24# limbs call for a 1616 @ about a 1000 spine.
If you want arrows for both the 24# and 30# limbs, stay with the 1716s.

The years go by fast when you're having fun, don't they?

Viper1 out.


----------



## rembrandt (Jan 17, 2004)

Viper1 said:


> Dave -
> 
> 24# limbs call for a 1616 @ about a 1000 spine.
> If you want arrows for both the 24# and 30# limbs, stay with the 1716s.
> ...


John Champion is making my some arrows today (700s) for the ILF rig....He told me today he would order me some shafts for the 24lb bow.....I have a 29 and half DL so that will add 2lbs on the 24, so 26 might allow for a stronger spine, would it not?


----------



## rembrandt (Jan 17, 2004)

rembrandt said:


> John Champion is making my some arrows today (700s) for the ILF rig....He told me today he would order me some shafts for the 24lb bow.....I have a 29 and half DL so that will add 2lbs on the 24, so 26 might allow for a stronger spine, would it not?


BTW...who makes and sells the 1716s?


----------



## Viper1 (Aug 21, 2003)

Dave - 

Ah, no.

Depending on the type of limb and bolt position, a 24# bow gains about 1.2# and a 30# bow gains about 1.5# / inch.
Yes, the initial weight will be higher is you crank the bolts full in. 

A 29" 700 with std weight head spines to about 35-40# +/-. 

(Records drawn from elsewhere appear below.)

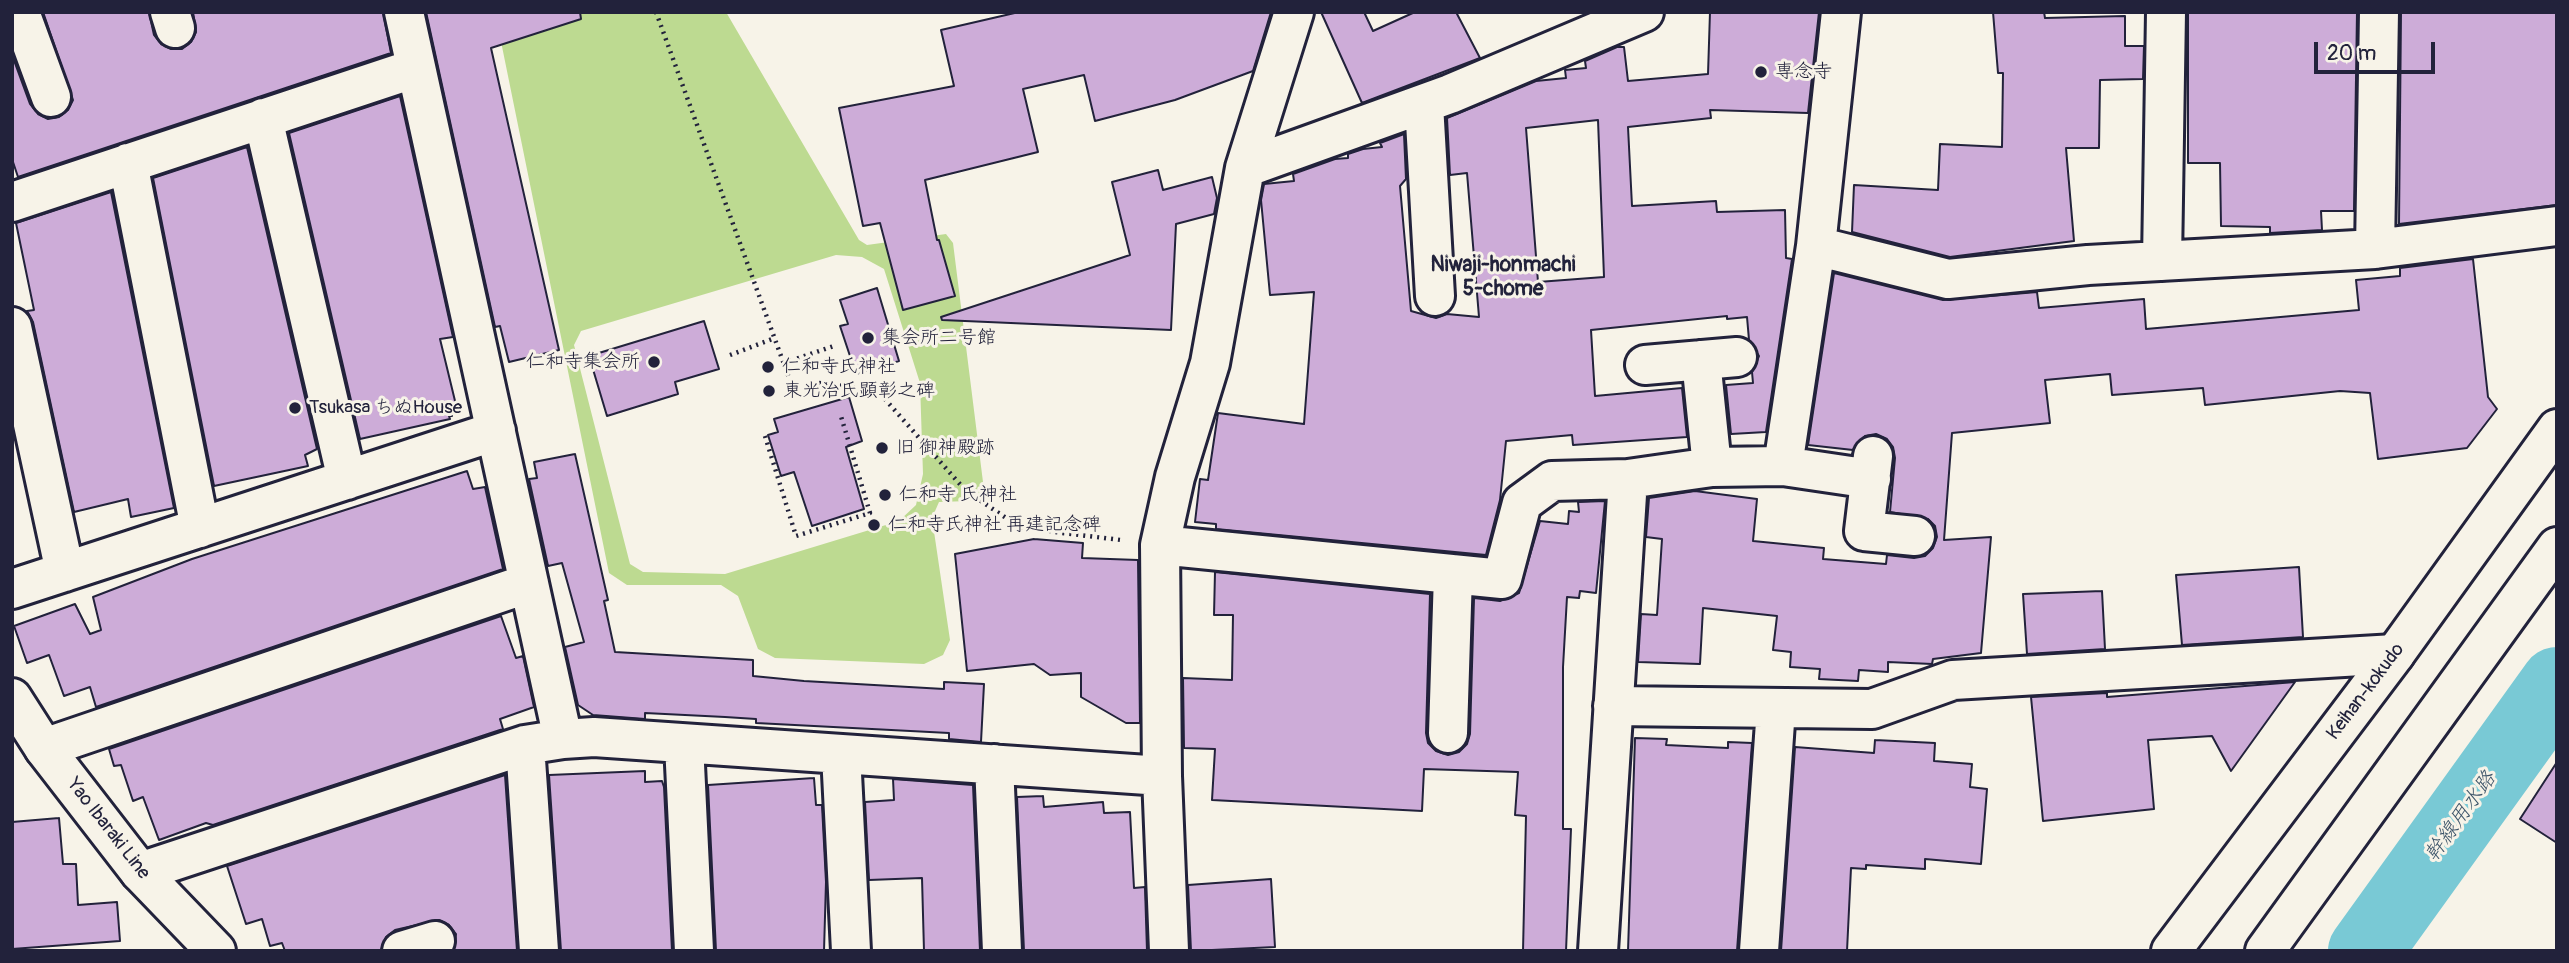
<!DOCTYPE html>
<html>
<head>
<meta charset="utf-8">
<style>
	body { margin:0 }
	#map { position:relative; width:2569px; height:963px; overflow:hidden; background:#f7f3e8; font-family:Pangolin,sans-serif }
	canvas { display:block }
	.frame { position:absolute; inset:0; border:14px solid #22223b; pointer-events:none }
	.scale { position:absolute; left:2314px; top:42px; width:121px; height:32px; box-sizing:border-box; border:4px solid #22223b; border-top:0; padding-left:9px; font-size:21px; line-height:24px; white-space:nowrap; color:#22223b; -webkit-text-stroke:5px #f7f3e8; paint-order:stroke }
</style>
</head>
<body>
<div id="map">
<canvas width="2569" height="963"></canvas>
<div class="frame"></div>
<div class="scale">20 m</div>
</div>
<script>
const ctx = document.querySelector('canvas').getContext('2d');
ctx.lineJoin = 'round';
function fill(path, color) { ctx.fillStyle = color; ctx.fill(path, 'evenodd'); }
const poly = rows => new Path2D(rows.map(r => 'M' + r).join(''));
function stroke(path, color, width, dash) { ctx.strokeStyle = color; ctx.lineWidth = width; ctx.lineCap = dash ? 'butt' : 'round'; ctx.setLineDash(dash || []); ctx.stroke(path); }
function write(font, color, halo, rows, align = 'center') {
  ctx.font = font + ' Pangolin,"Klee One",sans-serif'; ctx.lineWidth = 6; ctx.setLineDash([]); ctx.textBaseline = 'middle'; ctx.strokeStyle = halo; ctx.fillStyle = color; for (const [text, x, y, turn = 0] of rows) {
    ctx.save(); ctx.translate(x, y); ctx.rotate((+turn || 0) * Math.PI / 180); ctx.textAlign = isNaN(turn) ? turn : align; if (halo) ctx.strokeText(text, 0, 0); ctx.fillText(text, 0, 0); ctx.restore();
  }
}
fill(poly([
	[495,12,726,12,859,240,867,245,946,234,953,243,984,490,980,498,969,501,939,502,932,518,950,640,943,655,924,664,775,658,758,649,738,596,721,585,627,585,609,573],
	[836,255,862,257,884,269,920,383,923,474,916,505,899,521,725,574,643,572,630,564,574,345,581,331]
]), '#bdda91');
stroke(poly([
	[2365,951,2557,684]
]), '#79c9d5', 74);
const building = poly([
	[43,12,149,12,154,35,161,44,171,49,182,49,191,42,196,32,193,12,383,12,391,53,18,177,12,159,12,55,30,104,38,114,48,119,59,117,68,110,73,100,43,12],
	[426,12,580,12,581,19,491,48,559,350,509,362,500,326,495,327,426,12],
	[1019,12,1271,12,1253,71,1175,100,1095,121,1084,75,1023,89,1038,152,925,180,937,240,939,240,955,296,903,310,880,223,863,226,839,108,954,86,941,30,1019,12],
	[1321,12,1364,12,1373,31,1415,12,1456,12,1480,58,1362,103,1321,12],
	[1710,12,1819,12,1808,113,1710,110,1711,118,1628,127,1632,206,1716,201,1717,212,1785,210,1786,258,1792,259,1766,432,1731,434,1726,385,1753,383,1752,372,1759,356,1749,340,1747,317,1727,319,1727,316,1591,330,1595,396,1682,388,1687,437,1573,445,1572,435,1506,441,1500,500,1486,555,1216,529,1216,524,1195,522,1200,479,1208,480,1218,413,1304,424,1314,292,1270,295,1261,200,1264,184,1294,181,1293,174,1335,159,1348,158,1348,154,1363,149,1382,147,1380,143,1404,134,1406,179,1400,186,1411,311,1436,318,1447,314,1479,317,1467,173,1450,175,1447,118,1536,81,1566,78,1565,70,1586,68,1585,61,1617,47,1624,47,1628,81,1708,74,1710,12],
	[1598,120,1604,277,1538,282,1526,128,1598,120],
	[1993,12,2044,12,2045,18,2125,16,2125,46,2144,46,2143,79,2100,80,2099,148,2066,148,2074,241,1950,257,1852,232,1854,185,1938,190,1940,144,2002,147,2003,73,1998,73,1993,12],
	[2188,12,2357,12,2354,211,2321,211,2322,230,2270,233,2270,227,2221,226,2220,163,2188,163,2188,12],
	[2401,12,2557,12,2557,205,2399,224,2401,12],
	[400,96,453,337,440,339,456,405,450,407,452,416,449,416,450,419,360,439,289,133,400,96],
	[247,147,317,449,305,455,308,466,214,486,153,178,247,147],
	[1158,170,1163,190,1212,177,1217,198,1214,214,1176,224,1171,330,942,320,941,317,1130,255,1112,182,1158,170],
	[111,192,174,508,131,517,128,499,74,512,33,322,27,311,34,310,16,223,111,192],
	[2473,259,2488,397,2497,409,2467,448,2378,459,2370,393,2340,391,2205,405,2203,388,2112,395,2110,374,2045,380,2050,423,1952,433,1944,540,1991,537,1981,653,1933,659,1932,664,1888,662,1888,672,1859,670,1858,681,1819,679,1820,669,1790,667,1791,652,1773,650,1777,616,1703,608,1700,664,1638,662,1641,614,1657,615,1662,539,1646,537,1649,498,1695,491,1757,499,1753,541,1824,548,1823,559,1886,564,1887,555,1914,558,1925,556,1933,548,1937,537,1935,526,1928,519,1890,512,1895,458,1893,447,1887,439,1876,434,1865,436,1853,450,1808,445,1834,273,1943,300,2037,292,2039,308,2144,299,2146,329,2359,310,2356,280,2400,276,2400,268,2473,259],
	[877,288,899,361,856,374,840,326,848,324,840,300,877,288],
	[704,321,719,369,675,382,678,394,607,416,589,356,704,321],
	[849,397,862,441,846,447,864,509,812,526,794,472,781,476,768,435,778,432,774,419,849,397],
	[575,454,608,600,604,601,615,652,753,660,753,676,804,681,944,689,944,682,984,684,981,742,949,739,949,733,756,723,756,719,725,717,645,713,645,719,593,715,578,705,565,647,584,642,562,563,548,566,529,479,537,478,534,462,575,454],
	[467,471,473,489,485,487,503,569,96,707,90,687,64,696,49,655,27,663,14,626,75,604,90,634,101,630,93,597,192,559,467,471],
	[1605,501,1596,593,1580,591,1579,598,1567,597,1563,667,1563,829,1571,829,1566,951,1523,951,1526,816,1515,815,1518,772,1424,769,1422,811,1212,800,1215,749,1184,748,1183,678,1232,680,1233,615,1214,615,1215,572,1430,594,1426,733,1428,743,1436,751,1448,755,1459,752,1467,744,1470,734,1474,598,1500,601,1519,593,1540,521,1568,524,1569,511,1579,512,1578,502,1605,501],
	[1034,539,1083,543,1082,558,1138,560,1140,723,1126,723,1081,697,1081,673,1050,675,1034,664,967,671,955,554,1034,539],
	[2299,567,2303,637,2182,645,2176,575,2299,567],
	[2102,591,2105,649,2027,654,2023,594,2102,591],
	[501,616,516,658,523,656,534,707,500,719,503,729,213,825,206,823,159,840,143,797,133,801,121,765,114,766,109,749,501,616],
	[2295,682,2231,771,2212,736,2148,740,2154,809,2043,821,2031,697,2107,693,2107,697,2295,682],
	[1635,738,1667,739,1666,745,1728,748,1728,742,1752,743,1737,951,1628,951,1635,738],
	[1875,740,1935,743,1934,761,1972,764,1970,787,1987,789,1981,864,1925,859,1925,869,1866,865,1866,869,1851,868,1847,951,1781,951,1795,747,1874,753,1875,740],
	[2557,762,2557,843,2520,819,2557,762],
	[645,771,645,782,662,781,664,787,672,951,561,951,549,775,645,771],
	[505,775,517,951,454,951,456,934,449,925,439,920,395,930,386,937,381,951,285,951,282,943,270,946,262,919,246,924,227,866,505,775],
	[814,778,816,805,822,805,826,882,824,951,716,951,708,785,814,778],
	[893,779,973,785,980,951,924,951,922,878,869,880,865,802,894,800,893,779],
	[1043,796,1044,807,1103,802,1104,813,1130,812,1134,888,1145,887,1147,951,1024,951,1017,797,1043,796],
	[59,818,63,864,76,864,78,905,117,902,120,941,12,949,12,822,59,818],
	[1271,879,1275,947,1191,951,1188,885,1271,879]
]);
fill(building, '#cdacd8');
stroke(building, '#22223b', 2);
const minor = poly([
	[20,12,51,97],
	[170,12,175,28],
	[404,12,563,739],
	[1424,104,1435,296],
	[263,118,347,480],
	[128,163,200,528],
	[1245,168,1450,94,1644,12],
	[12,202,416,68],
	[1816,246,1948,279,2088,265,2375,249,2557,226],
	[2375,249,2379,12],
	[2162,261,2166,12],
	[12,327,65,572],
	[1701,360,1712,467],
	[1645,365,1737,357],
	[1873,456,1864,531,1915,536],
	[1783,466,1871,479],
	[1160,545,1502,579,1522,503,1552,481,1628,479,1712,467,1783,466,1816,246,1841,12],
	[12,589,496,431],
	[1613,706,1872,709,1953,680,2395,654],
	[1448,733,1453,574],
	[684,744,694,951],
	[525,745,539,951],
	[44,748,529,583],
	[841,754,851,951],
	[994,764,1002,951],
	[140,872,525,745,563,739,594,737,1162,776],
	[402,951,435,941],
	[1169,951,1162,776,1160,545,1175,477,1210,363,1245,168,1294,12],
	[1598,951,1628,479],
	[1759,951,1776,708]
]);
const major = poly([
	[12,698,44,748,140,872,216,951]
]);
const highway = poly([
	[2171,951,2395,654,2557,429],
	[2265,951,2557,547]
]);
stroke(minor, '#22223b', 44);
stroke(major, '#22223b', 44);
stroke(highway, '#22223b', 44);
stroke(poly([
	[656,12,797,400],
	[730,355,775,338],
	[784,363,834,346],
	[819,383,877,390,966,491,1021,528,1121,540],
	[765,436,796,536,870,513,840,413]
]), '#22223b', 4.5, [2, 5]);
stroke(minor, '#f7f3e8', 38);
stroke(major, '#f7f3e8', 38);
stroke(highway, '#f7f3e8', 38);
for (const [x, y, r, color] of [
	[1761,72,7,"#22223b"],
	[868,338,7,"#22223b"],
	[654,362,7,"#22223b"],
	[768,367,7,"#22223b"],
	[769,391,7,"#22223b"],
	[295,408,7,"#22223b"],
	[882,448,7,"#22223b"],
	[885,495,7,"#22223b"],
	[874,525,7,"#22223b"]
]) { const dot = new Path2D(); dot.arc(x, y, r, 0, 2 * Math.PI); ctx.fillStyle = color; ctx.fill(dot); stroke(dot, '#f7f3e8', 2.5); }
write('19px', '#22223b', '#f7f3e8', [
	["専念寺",1775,72],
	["集会所二号館",882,338],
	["仁和寺集会所",640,362,"right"],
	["仁和寺氏神社",782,367],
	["東光治氏顕彰之碑",783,391],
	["Tsukasa ちぬHouse",309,408],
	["旧 御神殿跡",896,448],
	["仁和寺 氏神社",899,495],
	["仁和寺氏神社 再建記念碑",888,525]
], 'left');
write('19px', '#22223b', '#f7f3e8', [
	["Keihan-kokudo",2366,692,-53],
	["Yao Ibaraki Line",108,829,52]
]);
write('bold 21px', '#22223b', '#f7f3e8', [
	["Niwaji-honmachi",1503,266],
	["5-chome",1503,290]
]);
write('italic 21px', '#3c5469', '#f7f3e8', [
	["幹線用水路",2461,817,-54]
]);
</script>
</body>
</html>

For what you're doing, they are probably fine, but why not just get the right arrow in the first place. 

Viper1 out.


----------



## rembrandt (Jan 17, 2004)

Viper1 said:


> Dave -
> 
> Ah, no.
> 
> ...


I did get 6 for the 30lb bow which I think will work....they are 600s with 125 up front.....I’ve got the 900s for the 24lb limbs to try out.....


----------



## woof156 (Apr 3, 2018)

Enjoy your bow. If you have gold tip inserts you can add wts to the tip if you need them. But bet the arrows will fly fine, some people likem a bit stiff anyway. I've shot 500s with 145grs on a 34# bot and they worked fine- I did have a plunger tho.


----------



## HTJ1964 (Oct 19, 2020)

rembrandt said:


> Im thinking that also because I'm getting 24# limbs for my ILF Wns riser...Im wondering if they would perform OK with my 30# Black Hunter?


If it helps any - I have a 35# Black Hunter and a 21" WNS Riser with 28# long limbs, the Black Hunter needs/wants considerably more spine.


----------



## rembrandt (Jan 17, 2004)

HTJ1964 said:


> If it helps any - I have a 35# Black Hunter and a 21" WNS Riser with 28# long limbs, the Black Hunter needs/wants considerably more spine.


Are you shooting 600s in the 35? I have a 35# Bear Polar and I shot 600s in that bow with no problem.....


----------



## dougmax (Jul 23, 2009)

First thing to do is make sure your Black Hunter is what it’s marked. I own 3 and none are actually what they are marked at. My 30# BH is 33#@ 28” so around [email protected] my 27” DL.
My first 35# BH was 34#@28” so around 32/33# @ 27”. And my newest BH was a 35# that comes in @ 38# @28”...36.5# @ my 27”DL. All of these bows shoot a 700 spine arrow 30” long 25 gr. outserts w/ 85-100gr. TopHat field points like darts. This is what I am shooting in 3D.


----------



## rembrandt (Jan 17, 2004)

Dougmax.....thanks for the post....I will go to Champion Archery and definitely have the DW looked into....he is gonna get my ILF lined up to go as soon as the limbs show up....


Viper1 said:


> Dave -
> 
> Ah, no.
> 
> ...


Getting the right arrows to start with makes a lot of sense.....that’s my problem


----------



## HTJ1964 (Oct 19, 2020)

rembrandt said:


> Are you shooting 600s in the 35? I have a 35# Bear Polar and I shot 600s in that bow with no problem.....


32" 400's with 150 up front - because I had them on hand and they worked out to be just right. I have some 600's in the mail that I am hoping will work for both the BH and my ILF rig with appropriate point weight for each. 

My BH scales 38/39 @ my 28.5" draw length


----------